Core values for the fork:
- Local-first — Ollama + Qdrant as the foundation, cloud optional
- DX focus — intuitive for developers, not ML engineers
- ADX focus (Agentic Developer eXperience) — intuitive for coding agents, not just humans. Inspired by Steve Yegge's Desire Paths philosophy: when an agent hallucinates a command that doesn't exist, implement it — the hallucination is a feature request written in the language of attempted use
- Performance — enterprise-scale indexing in reasonable time on average MacBooks
- eGPU support — leverage external GPUs on the local network for embedding acceleration
- The name must be typeable with one left hand — inspired by asdf runtime manager. This consumed roughly 90% of the naming budget. The result: TeaRAGs — a T-Rex who drinks tea while doing RAG. Because if you're going to index 3.5 million lines of code, you might as well be civilized about it. 🦖🍵
What Was Achieved
Key achievements in the fork:
- Modular architecture — clear separation of concerns across indexing, chunking, enrichment, and search
- Improved MCP Tools Schema — better agent interaction, dramatically fewer Claude errors when calling tools
- Full Ruby AST parsing — proper tree-sitter chunking for Ruby, not just line-based splitting
- Markdown AST chunking — documentation becomes semantically searchable alongside code
- Git trajectory enrichment — 19 signals per chunk with no significant indexing performance loss
- Git-aware filtering and reranking — find fresh code, stable code, hotspots, ownership patterns
- The name — typeable with one left hand. Worth it.
Performance: From 4 Hours to 12 Minutes
The most critical achievement was indexing performance. For a 3.5M+ LOC enterprise codebase:
| Setup | Full Index Time | Notes |
|---|---|---|
| mhalder/qdrant-mcp-server | 4–10 hours | Various parameter combinations |
| RooCode (eGPU AMD 7800M) | 25–30 min | 40–50% GPU utilization |
| RooCode (MacBook M3 Pro) | 1.5–2 hours | Severe system lag during indexing |
| TeaRAGs (eGPU AMD 7800M) | 12–14 min | ~55 chunks/sec, 85–90% GPU utilization |
| TeaRAGs (MacBook M3 Pro) | ~17–20 min | ~60% of eGPU throughput |
Incremental reindexing for ~100 commits: 30–40 seconds on MacBook, compared to 40+ minutes before.

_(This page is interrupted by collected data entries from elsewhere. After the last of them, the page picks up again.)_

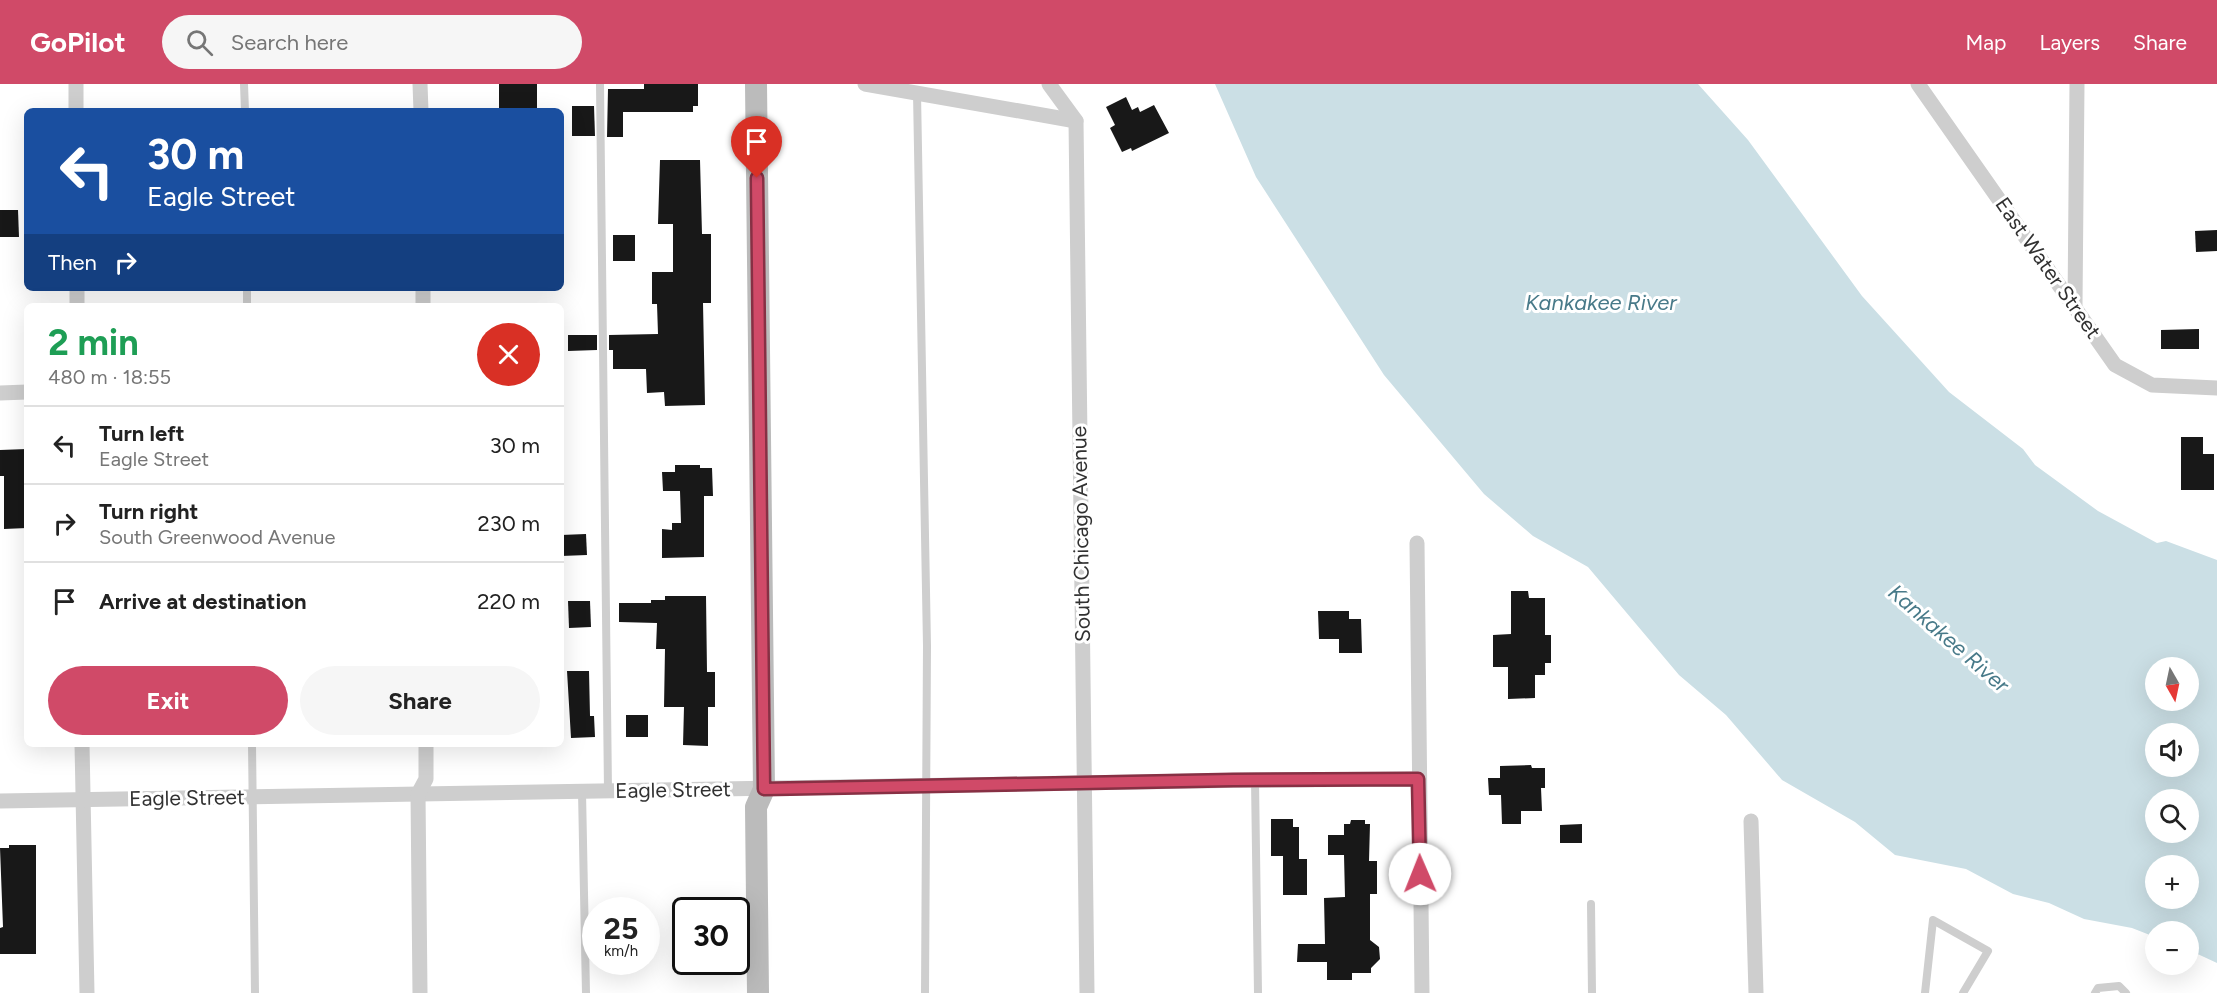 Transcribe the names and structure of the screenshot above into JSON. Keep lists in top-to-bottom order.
{
  "streets": {
    "street": ["East Water Street", "South Chicago Avenue", "Eagle Street"]
  },
  "crossings": [
    ["South Chicago Avenue", "Eagle Street"]
  ],
  "water": ["Kankakee River"],
  "north": "bottom",
  "page": {
    "header": "GoPilot",
    "search": "Search here",
    "nav": ["Map", "Layers", "Share"],
    "turn": ["30 m", "Eagle Street"],
    "then": "Then",
    "heading": ["2 min", "480 m · 18:55"],
    "list": [
      {
        "name": "Turn left",
        "note": "Eagle Street",
        "value": "30 m"
      },
      {
        "name": "Turn right",
        "note": "South Greenwood Avenue",
        "value": "230 m"
      },
      {
        "name": "Arrive at destination",
        "value": "220 m"
      }
    ],
    "buttons": ["Exit", "Share"],
    "map_buttons": ["+", "−"],
    "speed": "25 km/h",
    "limit": "30"
  }
} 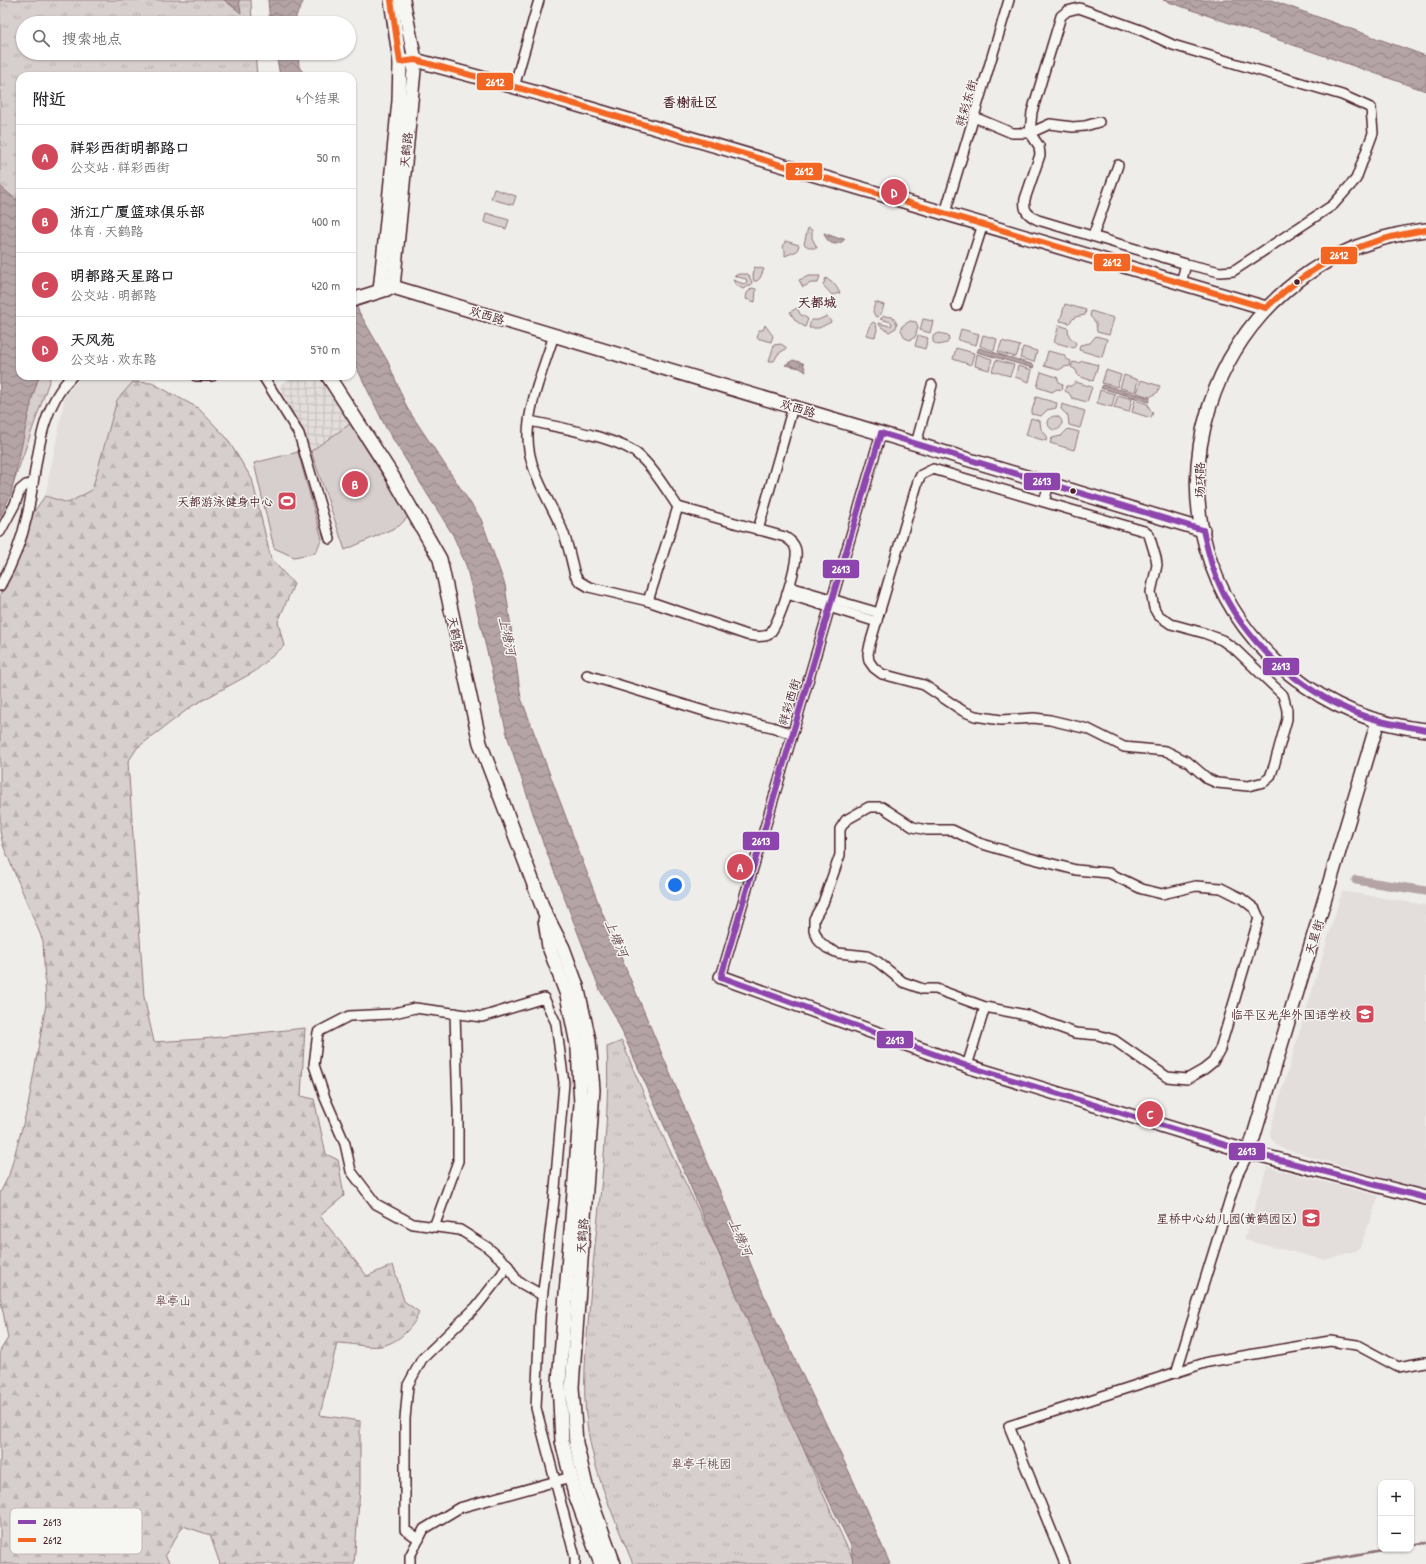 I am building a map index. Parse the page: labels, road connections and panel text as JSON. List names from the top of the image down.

The full index wait happens only once. After that, incremental reindexing keeps the index fresh in seconds. The difference between waiting 4 hours and waiting 12 minutes is the difference between "I'll index tonight and check tomorrow" and "let me index while I grab coffee."
What Changed (Detailed)
| Feature | Original | TeaRAGs |
|---|---|---|
| Snapshot storage | Single JSON file | Sharded storage (v3) |
| Change detection | Sequential | Parallel (N workers) |
| Hash distribution | — | Consistent hashing |
| Merkle tree | Single level | Two-level (shard + meta) |
| Delete operations | Filter scan | Payload index (1000x faster) |
| Batch pipeline | Sequential | Parallel with backpressure |
| Checkpointing | — | Resume from interruption |
| Git metadata | — | 19 signals per chunk |
| Reranking layer | — | 9 presets + custom weights |
| Chunk-level churn | — | Per-function/method granularity |
| Task ID extraction | — | JIRA, GitHub, Azure DevOps, GitLab |
| Ruby/Markdown AST | — | Full tree-sitter support |
| Concurrency control | Fixed | Configurable via env |
| Performance benchmarks | — | Auto-tuning included (npm run tune) |
| Cache compatibility | — | Auto-migration between versions |
Acknowledgments
Huge thanks to Martin Halder and the qdrant-mcp-server project for the solid foundation — a clean architecture, excellent documentation, and the MIT license that made this fork possible. And to the ancestor of all forks — qdrant/mcp-server-qdrant.